The form is translated to a dict of keyword arguments attached to the final URLPathComponent. For example, the final URLPathComponent generated from the URL '/foo.2/edit.1?x=hi&y=there' has the form dict:
{'x': 'hi', 'y': 'there'}
There is one nonstandard aspect to my treatment of form information. I permit variable names to be prefixed with an asterisk, making them list-valued. For example, the query string '*x=2&*x=5&*y=hi&z=lo' produces the form dict:
{'x': ['2', '5'], 'y': ['hi'], 'z': 'lo'}
A path component is parsed into a call by splitting it at dots. The first element is the component name, and the remaining elements are positional arguments. The call also contains a keyword-arguments dict. For the last component, it consists of the form information, and for other components, it is an empty dict.
For example:
>>> for (i, cpt) in enumerate(path): ... print('[%d]' % i, cpt.call) ... [0] None [1] ('foo', ('2', '5'), {}) [2] ('edit', ('1',), {'x': '0', 'y': '42'})
There is no call for the first path component. The first component is associated with the root directory, and each call addresses a child (subdirectory or page) of the previous component.
In addition to the path and form, the request extracts two further pieces of information from the URL:
Two further pieces of information are included in an HTTP request, but are not part of the URL:
A Response packages up the information needed to produce an HTTP response. There are two cases: regular responses and redirect responses.
A regular response is created by providing the contents and optionally a code, content_type, and authenticator.
A redirect is created by providing code=303, in which case one must also provide the keyword argument location to specify which URI to redirect to. No other arguments are permitted.
The following table lists the HTTP status codes that are currently used, along with the corresponding messages:
Code | Message |
---|---|
200 | OK |
303 | See Other |
400 | Bad Request |
404 | Not Found |
500 | Internal Server Error |
The following table lists the currently recognized filename suffixes, along with the corresponding Mime type and character encoding. An encoding of None indicates binary data.
Suffix | Mime Type | Encoding |
---|---|---|
css | text/css | us-ascii |
gl | text/x-glab | utf-8 |
html | text/html | utf-8 |
js | application/javascript | us-ascii |
text/pdf | None | |
txt | text/plain | utf-8 |
wav | audio/wave | None |
The locus of authentication is the class Authenticator (seal.app.auth). Authentication is done separately for each Request; an Authenticator is instantiated when one calls the request's authenticate method. Request.authenticate dispatches to Authenticator.authenticate, and the result is a username, which is stored both in the Authenticator and in the Request. On authentication failure, the username is the empty string.
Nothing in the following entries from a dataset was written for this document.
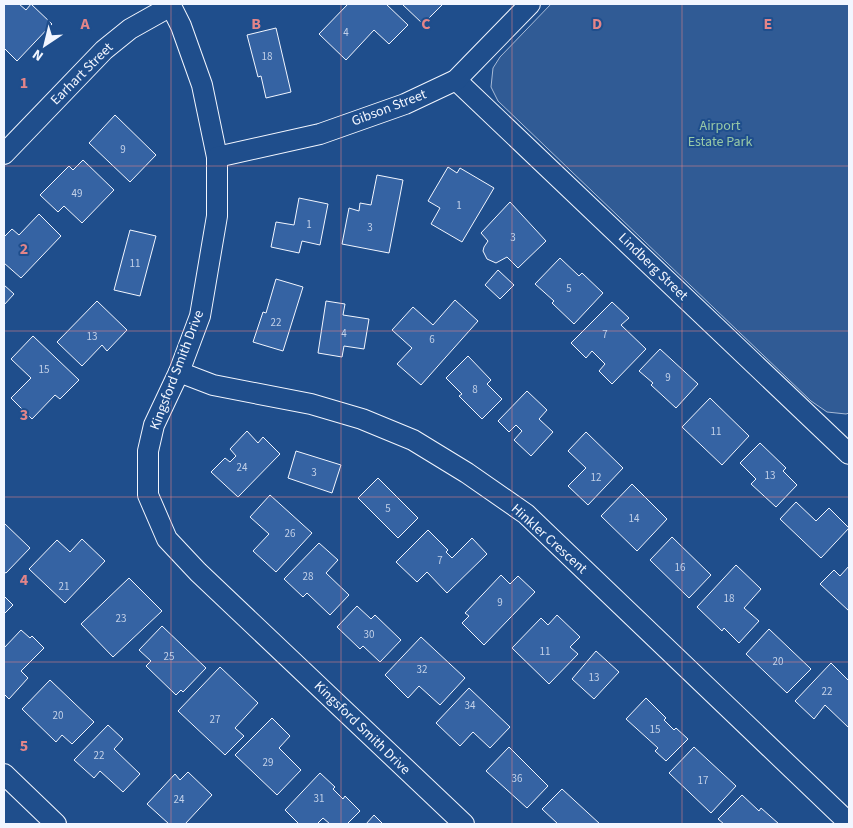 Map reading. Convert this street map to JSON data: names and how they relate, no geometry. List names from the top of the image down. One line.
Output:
{"streets":{"street":["Earhart Street","Gibson Street","Lindberg Street","Kingsford Smith Drive","Hinkler Crescent"]},"crossings":[["Earhart Street","Kingsford Smith Drive"],["Gibson Street","Lindberg Street"],["Gibson Street","Kingsford Smith Drive"],["Kingsford Smith Drive","Hinkler Crescent"]],"parks":["Airport Estate Park"],"house_numbers":["4","18","9","49","1","1","3","3","11","5","22","4","7","13","6","15","9","8","11","24","3","13","12","5","14","26","7","16","28","21","18","9","23","30","11","25","20","32","13","22","34","20","27","15","22","29","36","17","31","24"],"north":"bottom left","grid":{"columns":["A","B","C","D","E"],"rows":["1","2","3","4","5"]}} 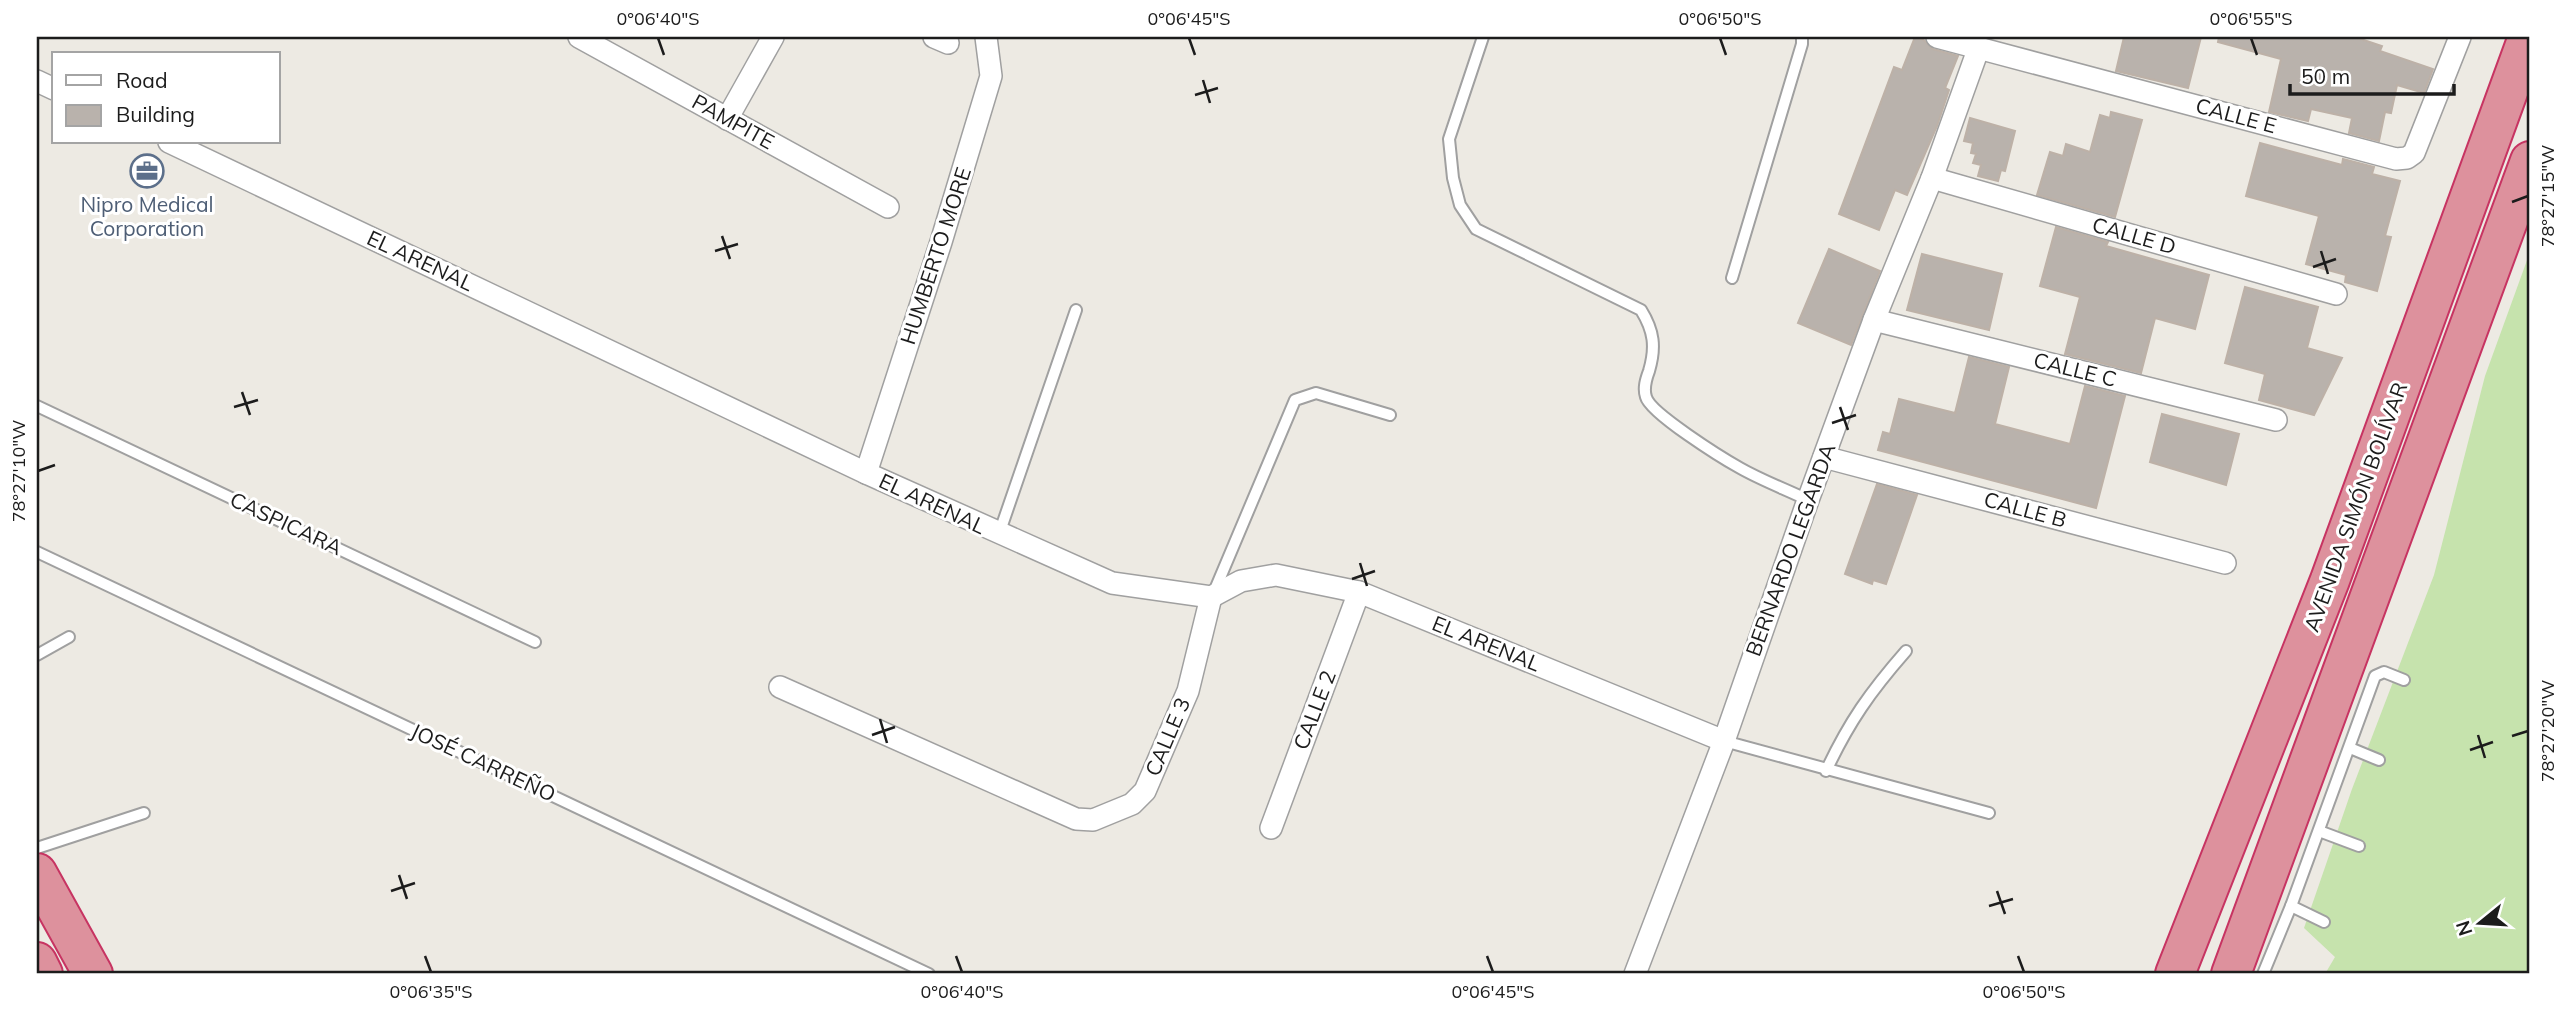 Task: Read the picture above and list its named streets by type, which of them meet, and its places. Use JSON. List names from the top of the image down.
{
  "streets": {
    "highway": ["AVENIDA SIMÓN BOLÍVAR"],
    "street": [
      "CALLE E",
      "PAMPITE",
      "CALLE D",
      "HUMBERTO MORE",
      "EL ARENAL",
      "CALLE C",
      "CALLE B",
      "BERNARDO LEGARDA",
      "CALLE 2",
      "CALLE 3"
    ],
    "lane": ["CASPICARA", "JOSÉ CARREÑO"]
  },
  "crossings": [
    ["CALLE E", "BERNARDO LEGARDA"],
    ["CALLE D", "BERNARDO LEGARDA"],
    ["HUMBERTO MORE", "EL ARENAL"],
    ["EL ARENAL", "BERNARDO LEGARDA"],
    ["EL ARENAL", "CALLE 2"],
    ["EL ARENAL", "CALLE 3"],
    ["CALLE C", "BERNARDO LEGARDA"],
    ["CALLE B", "BERNARDO LEGARDA"]
  ],
  "places": {
    "office": ["Nipro Medical Corporation"]
  },
  "legend": ["Road", "Building"],
  "scale_bar": "50 m",
  "north": "left",
  "coordinates": [
    "0°06'40\"S",
    "0°06'45\"S",
    "0°06'50\"S",
    "0°06'55\"S",
    "78°27'15\"W",
    "78°27'10\"W",
    "78°27'20\"W",
    "0°06'35\"S"
  ]
} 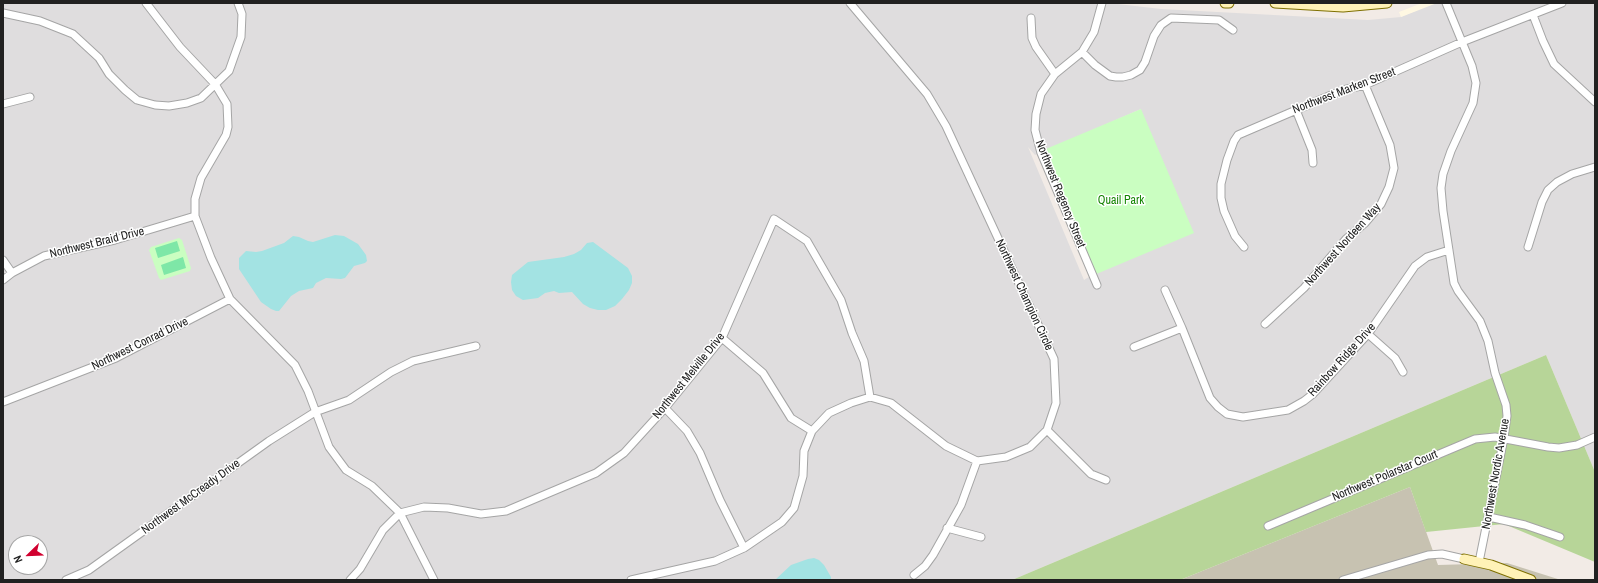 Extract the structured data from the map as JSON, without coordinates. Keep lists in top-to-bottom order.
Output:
{
  "streets": {
    "street": [
      "Northwest Marken Street",
      "Northwest Regency Street",
      "Northwest Braid Drive",
      "Northwest Nordeen Way",
      "Northwest Champion Circle",
      "Northwest Conrad Drive",
      "Rainbow Ridge Drive",
      "Northwest Melville Drive",
      "Northwest Nordic Avenue",
      "Northwest Polarstar Court",
      "Northwest McCready Drive"
    ]
  },
  "crossings": [
    ["Northwest Marken Street", "Northwest Nordeen Way"],
    ["Northwest Marken Street", "Northwest Nordic Avenue"],
    ["Rainbow Ridge Drive", "Northwest Nordic Avenue"],
    ["Northwest Nordic Avenue", "Northwest Polarstar Court"]
  ],
  "parks": ["Quail Park"],
  "north": "bottom left"
}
The application function may interact with the authenticator by calling the following methods of Request:
Those methods of Request hand off to methods of Authenticator, listed below.
Changes in the username must be passed back to the client in the form of a cookie. That happens in the method Response.http_headers, which calls Authenticator.response_headers() and includes the resulting headers (if any) among the headers that are passed back to the client.
There is one last connection needed to close the loop. When creating the Response, one must pass the Authenticator to the Response constructor. If one defines the application function using the App framework described below (Chapters 13-16), a web page is a specialization of Item, and maintains an internal pointer to the Request in its context member. The Response constructor is called in the Item method to_response, which takes the Authenticator from the request and passes it to the Response constructor. The to_response method is called in App.__call__.
The members and methods of Authenticator are:
The auth script is used to manage authentication files. There are two files that the authenticator makes use of, users.txt and sessions.txt, both located in the directory config['auth_dir'].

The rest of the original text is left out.